%%

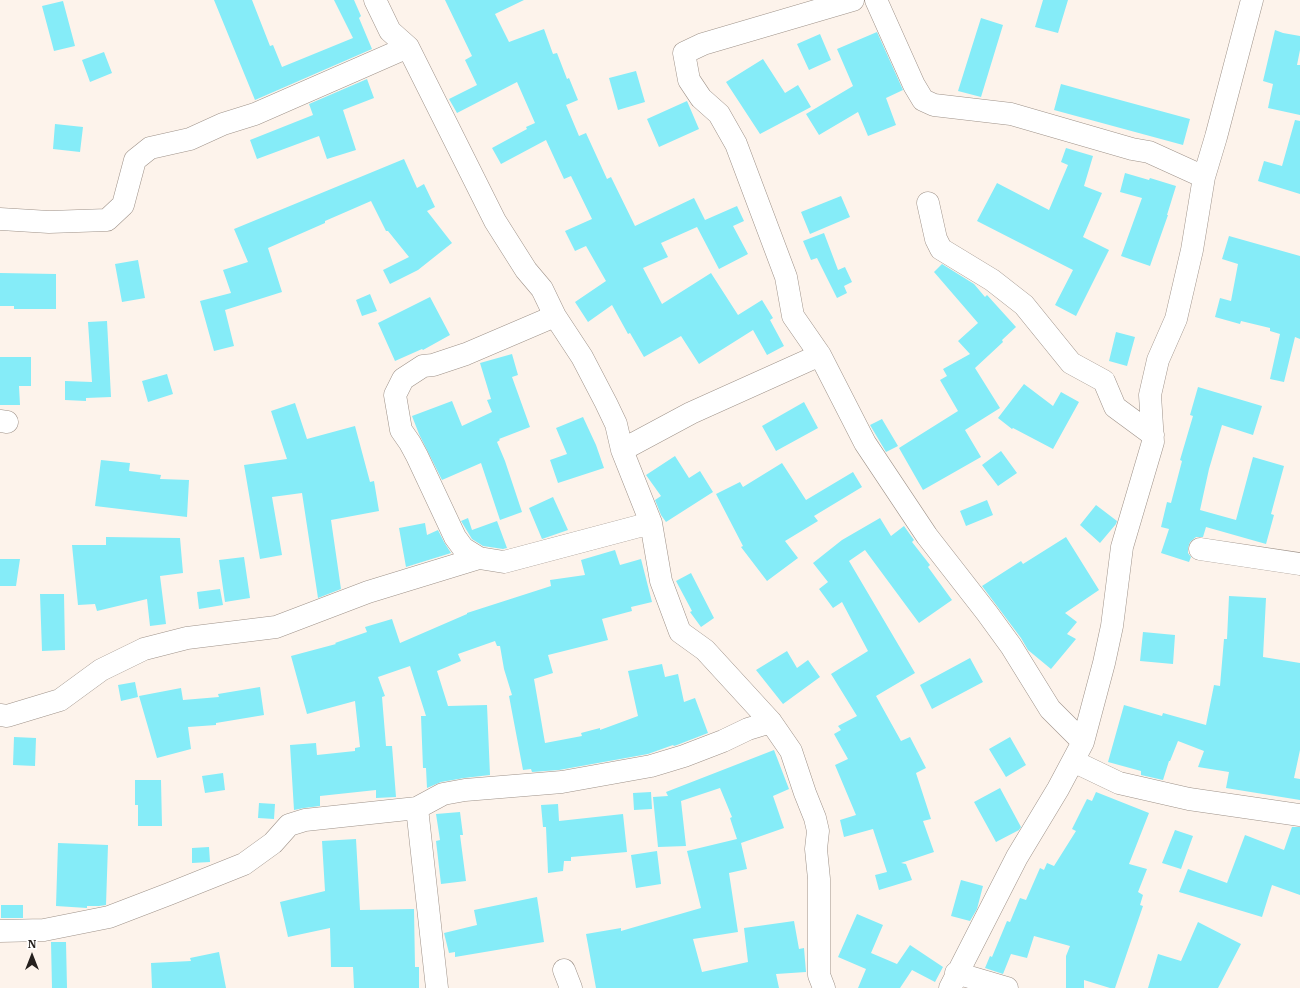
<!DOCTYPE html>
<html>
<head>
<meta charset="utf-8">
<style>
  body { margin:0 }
  #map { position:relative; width:1300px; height:988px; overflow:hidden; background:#fdf3eb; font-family:"IBM Plex Serif",serif }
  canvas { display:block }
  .north { position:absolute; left:12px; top:936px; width:40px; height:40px; -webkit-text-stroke:3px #fff; paint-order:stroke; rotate:0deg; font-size:11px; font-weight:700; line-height:16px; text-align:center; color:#25201d }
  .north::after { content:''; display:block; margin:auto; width:14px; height:18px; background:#25201d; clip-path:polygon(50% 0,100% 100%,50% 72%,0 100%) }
</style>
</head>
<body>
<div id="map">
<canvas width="1300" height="988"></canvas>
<div class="north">N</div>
</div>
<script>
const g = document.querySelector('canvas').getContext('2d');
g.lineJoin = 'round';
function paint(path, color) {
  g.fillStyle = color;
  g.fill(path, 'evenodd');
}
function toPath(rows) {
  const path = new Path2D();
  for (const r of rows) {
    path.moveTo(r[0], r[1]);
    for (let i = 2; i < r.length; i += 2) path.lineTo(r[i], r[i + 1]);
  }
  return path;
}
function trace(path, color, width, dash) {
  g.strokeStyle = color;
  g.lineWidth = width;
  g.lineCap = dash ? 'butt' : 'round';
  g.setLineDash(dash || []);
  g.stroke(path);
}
paint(toPath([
  [214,0,252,0,270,46,273,45,282,67,353,38,334,0,354,0,361,16,359,18,372,49,255,100],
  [445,0,524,0,495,14,509,42,544,29,553,54,557,53,567,79,569,78,578,100,566,105,579,136,586,133,607,179,611,177,635,226,694,198,705,220,737,206,744,221,733,226,748,254,719,269,697,227,661,243,668,257,643,268,662,304,711,273,738,315,762,300,773,318,770,320,784,346,767,355,753,330,699,364,681,336,644,357,630,333,628,334,612,305,588,322,575,302,606,281,586,246,575,251,565,231,592,219,571,176,564,179,546,140,501,164,492,148,527,129,526,127,535,123,517,82,457,113,449,99,477,85,465,60,472,56],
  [1043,0,1068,0,1058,33,1035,27],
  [63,1,75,46,54,51,42,6],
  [981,18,1003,25,981,97,958,91],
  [1275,30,1283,33,1300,36,1300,50,1297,65,1300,65,1300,115,1268,108,1273,84,1263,81],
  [877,32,903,90,886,98,896,125,868,136,858,112,819,135,806,114,853,86,837,49],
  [820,34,831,60,809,70,797,44],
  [104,52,112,73,90,82,82,60],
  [763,59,785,93,798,85,811,107,760,134,726,82],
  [636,71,645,102,618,110,609,78],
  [367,79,374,98,343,110,356,150,327,159,319,136,257,159,250,140,313,115,309,104],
  [1061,84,1190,119,1183,145,1054,110],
  [687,101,699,129,659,147,647,119],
  [1295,120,1300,121,1300,194,1258,181,1264,161,1282,166],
  [55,124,83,127,80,152,53,149],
  [1066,148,1093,156,1084,186,1102,193,1083,237,1109,250,1076,316,1055,305,1073,270,977,221,997,183,1049,210,1068,165,1061,162],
  [404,159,417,188,424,184,435,207,427,211,452,243,418,270,390,284,383,270,409,257,388,231,386,231,371,201,325,221,325,223,268,248,282,292,225,310,234,346,214,351,200,301,231,293,223,270,248,262,234,229],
  [1125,173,1149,180,1150,178,1176,186,1167,215,1168,215,1150,266,1121,256,1142,198,1120,192],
  [841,196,850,217,810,234,801,212],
  [824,233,838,270,845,267,852,282,844,286,847,293,837,298,817,258,811,260,803,241],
  [1229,236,1300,256,1300,339,1295,337,1284,382,1270,379,1280,334,1270,331,1270,328,1241,321,1240,324,1215,317,1220,298,1231,301,1238,264,1222,259],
  [138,260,145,298,122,302,115,264],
  [942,264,974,284,985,297,987,295,1016,327,1002,340,1003,342,975,368,1000,408,965,430,981,457,923,490,899,448,958,411,940,380,947,376,943,369,970,354,958,341,978,323,934,272],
  [0,273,56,274,56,309,14,309,14,306,0,306],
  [370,294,377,311,362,316,356,300],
  [430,297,450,335,423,350,422,349,395,361,378,323],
  [107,321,111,397,86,398,86,401,65,400,65,381,92,382,88,322],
  [1116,332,1135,337,1127,366,1109,361],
  [512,354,518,375,512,377,530,427,499,439,500,440,497,442,505,461,522,512,500,520,481,463,442,480,419,434,412,416,452,401,462,426,492,412,487,400,491,399,480,363],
  [0,357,31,357,31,386,19,386,20,405,0,405],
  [167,374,173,394,148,402,142,381],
  [1024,384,1053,406,1061,392,1079,402,1053,449,1013,428,1012,429,998,418],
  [1198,387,1262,406,1253,435,1222,425,1209,469,1200,510,1236,520,1253,457,1284,466,1271,514,1274,515,1266,544,1206,527,1203,537,1196,537,1190,542,1188,548,1188,553,1191,557,1189,562,1161,553,1169,529,1161,527,1167,502,1171,503,1182,461,1180,460,1193,416,1190,415],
  [804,402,818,428,776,451,762,426],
  [295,403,307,439,355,426,370,482,374,481,379,511,331,520,341,589,318,598,302,493,272,497,282,555,260,559,244,465,287,459,271,411],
  [583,417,596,445,604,468,558,483,550,460,567,454,556,428],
  [882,419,898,446,886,452,870,425],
  [1001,451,1017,473,998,486,982,465],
  [675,456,689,478,700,471,713,492,666,522,661,515,655,500,661,496,646,475],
  [101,460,130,463,129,471,161,475,160,479,189,480,187,517,95,506],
  [782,463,806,500,853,472,862,487,814,516,818,521,785,541,798,558,767,581,741,547,743,546,716,494,740,482,743,487],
  [553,497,568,530,542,539,529,508],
  [987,500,993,515,966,526,960,511],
  [1096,505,1117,521,1116,524,1100,543,1080,525],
  [468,518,472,530,497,521,507,548,503,549,483,546,472,539,461,521],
  [880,518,891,536,904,526,914,540,912,542,930,565,928,567,952,600,919,623,865,550,849,561,915,673,876,696,901,741,910,737,926,768,916,773,931,819,923,821,934,852,901,863,906,864,912,880,879,890,875,875,887,872,873,829,844,837,840,820,856,815,835,765,848,759,834,734,841,730,838,726,857,716,831,674,868,651,842,602,833,608,819,589,828,582,813,563,842,540],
  [425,523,427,535,438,530,444,542,451,553,406,567,399,528],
  [106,537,180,538,183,573,160,576,166,624,150,626,147,599,97,611,95,604,78,605,72,545,106,545],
  [1066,537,1099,590,1065,613,1077,622,1067,634,1076,639,1051,669,1028,650,1021,638,982,586,1021,561,1023,564],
  [615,550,620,565,641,559,652,602,631,607,632,611,602,619,608,640,548,655,553,673,534,679,545,743,582,736,581,733,600,728,600,730,638,716,628,671,662,664,665,677,678,674,684,702,695,698,708,733,677,745,674,746,673,745,648,754,559,770,532,772,531,769,523,770,509,696,512,695,504,669,500,646,497,646,495,641,458,654,461,661,437,671,448,706,487,705,490,775,464,778,441,782,427,788,426,768,423,768,421,716,426,716,410,666,378,677,385,696,382,697,386,746,392,746,396,797,376,798,376,790,320,796,320,806,304,808,294,810,290,745,316,743,317,755,355,751,355,748,360,747,355,701,307,714,291,656,336,644,335,643,367,632,365,627,392,619,400,643,467,614,467,613,551,586,550,580,585,575,581,560],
  [244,557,250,598,225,602,219,560],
  [0,559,20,559,16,586,0,586],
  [691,573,714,618,701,627,690,612,692,611,676,581],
  [220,589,223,605,199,609,197,592],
  [40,594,64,594,65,650,42,651],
  [1229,596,1266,598,1263,657,1300,663,1300,750,1294,778,1300,779,1300,800,1226,788,1229,772,1198,767,1204,751,1178,741,1170,761,1169,761,1163,780,1141,775,1141,771,1108,762,1124,705,1162,716,1163,713,1206,725,1214,685,1220,686,1224,639,1227,639],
  [1143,632,1175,635,1173,664,1140,661],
  [787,651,797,668,808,660,820,677,783,704,756,670],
  [970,658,983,682,932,709,920,685],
  [135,682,138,697,121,701,118,685],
  [260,687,264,715,216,723,216,725,188,727,191,749,157,758,139,696,181,688,183,700,219,697,218,694],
  [14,737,36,738,35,766,13,765],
  [1010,737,1026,765,1006,777,989,749],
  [774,750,789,789,773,796,784,828,741,843,747,869,729,873,738,932,693,939,702,972,748,962,744,928,794,921,799,949,804,948,806,972,776,974,779,988,596,988,586,934,621,928,621,931,701,908,687,851,737,839,730,818,732,817,720,788,681,801,686,846,658,847,653,797,668,796,666,792],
  [223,773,225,790,205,793,202,776],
  [135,780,161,780,162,826,138,826,138,805,135,805],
  [1000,788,1021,827,1019,830,996,842,974,802],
  [651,792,652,809,634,810,633,793],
  [1096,792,1149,813,1129,864,1147,869,1138,892,1143,895,1140,905,1143,906,1115,988,1110,988,1084,980,1084,988,1066,988,1066,956,1070,946,1034,936,1027,958,1011,954,1003,974,985,968,990,956,992,957,1007,921,1010,922,1020,898,1026,900,1040,868,1044,870,1047,863,1054,866,1076,831,1072,829,1087,799,1092,801],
  [259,803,275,804,274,819,258,818],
  [558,804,559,821,623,814,627,852,571,857,571,861,564,861,563,871,548,873,546,827,543,827,541,805],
  [460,812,463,835,460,835,466,881,441,884,436,841,440,840,436,814],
  [1292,827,1300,827,1300,895,1272,885,1262,917,1179,892,1188,869,1227,883,1245,835,1284,850],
  [1175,830,1193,836,1181,869,1162,863],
  [356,839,360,910,414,909,415,967,419,967,419,988,354,988,353,967,331,967,330,928,288,937,280,902,325,891,322,841],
  [58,843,108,845,106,905,99,906,87,906,87,908,56,906],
  [209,847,210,862,192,863,192,848],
  [657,851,661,884,636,888,631,855],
  [961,880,983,886,977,909,970,921,951,916],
  [537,897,544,942,455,957,455,952,449,953,444,933,477,925,474,910],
  [1,905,23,905,23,918,1,918],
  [857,914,883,925,871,953,897,964,910,945,943,967,935,982,912,970,900,988,858,988,866,969,838,957],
  [1198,922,1241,944,1218,988,1148,988,1158,954,1181,961],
  [51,942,66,942,67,988,52,988],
  [219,952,226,988,152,988,151,963,191,961,190,958]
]), '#85ecf8');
const minor = toPath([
  [375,0,390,31,408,47,495,221,526,270,542,289,555,316,582,357,606,403,616,424,622,450,651,523,661,581,680,632,705,650,771,722,791,751,805,793,815,818,818,831,816,849,819,879,819,975,824,988],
  [876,0,914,85,923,100,934,105,1011,114,1132,149,1149,152,1204,177],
  [928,203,936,239,941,249,992,280,1024,305,1071,363,1104,381,1115,407,1153,435],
  [0,219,49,222,107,220,123,205,135,160,150,148,190,139,223,124,255,114,408,47],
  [555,316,466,354,433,365,423,366,403,379,395,395,401,430,410,443,417,456,455,537,463,548,479,558,504,562,651,523],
  [820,355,793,316,786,277,736,144,719,114,701,98,689,80,684,53,703,44,853,0],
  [0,421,7,422],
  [622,450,691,413,820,355,865,443,927,536,987,613,1011,646,1050,709,1083,742],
  [1200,549,1300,564],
  [0,715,7,716,60,700,101,670,144,649,187,638,276,627,368,592,479,558],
  [1073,761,1119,783,1189,799,1300,815],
  [0,931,44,930,109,917,169,894,244,864,273,843,289,825,305,820,417,808],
  [564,970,571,988],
  [956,973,1007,988],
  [437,988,417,808,443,794,465,790,562,782,651,766,684,756,723,741,748,729,771,722],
  [950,988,1017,857,1058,789,1083,742,1104,663,1112,626,1122,547,1153,442,1150,395,1158,360,1176,319,1192,250,1204,177,1216,137,1252,0]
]);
trace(minor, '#9e9289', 23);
trace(minor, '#fff', 22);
</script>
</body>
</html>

%%

YOUR TASK:
Please transcribe only the lines in the records above running from the line that has "for (let i = 2;" through the line that has "g.stroke(path);", both included, exactly as they appear.

THE ANSWER:
    for (let i = 2; i < r.length; i += 2) path.lineTo(r[i], r[i + 1]);
  }
  return path;
}
function trace(path, color, width, dash) {
  g.strokeStyle = color;
  g.lineWidth = width;
  g.lineCap = dash ? 'butt' : 'round';
  g.setLineDash(dash || []);
  g.stroke(path);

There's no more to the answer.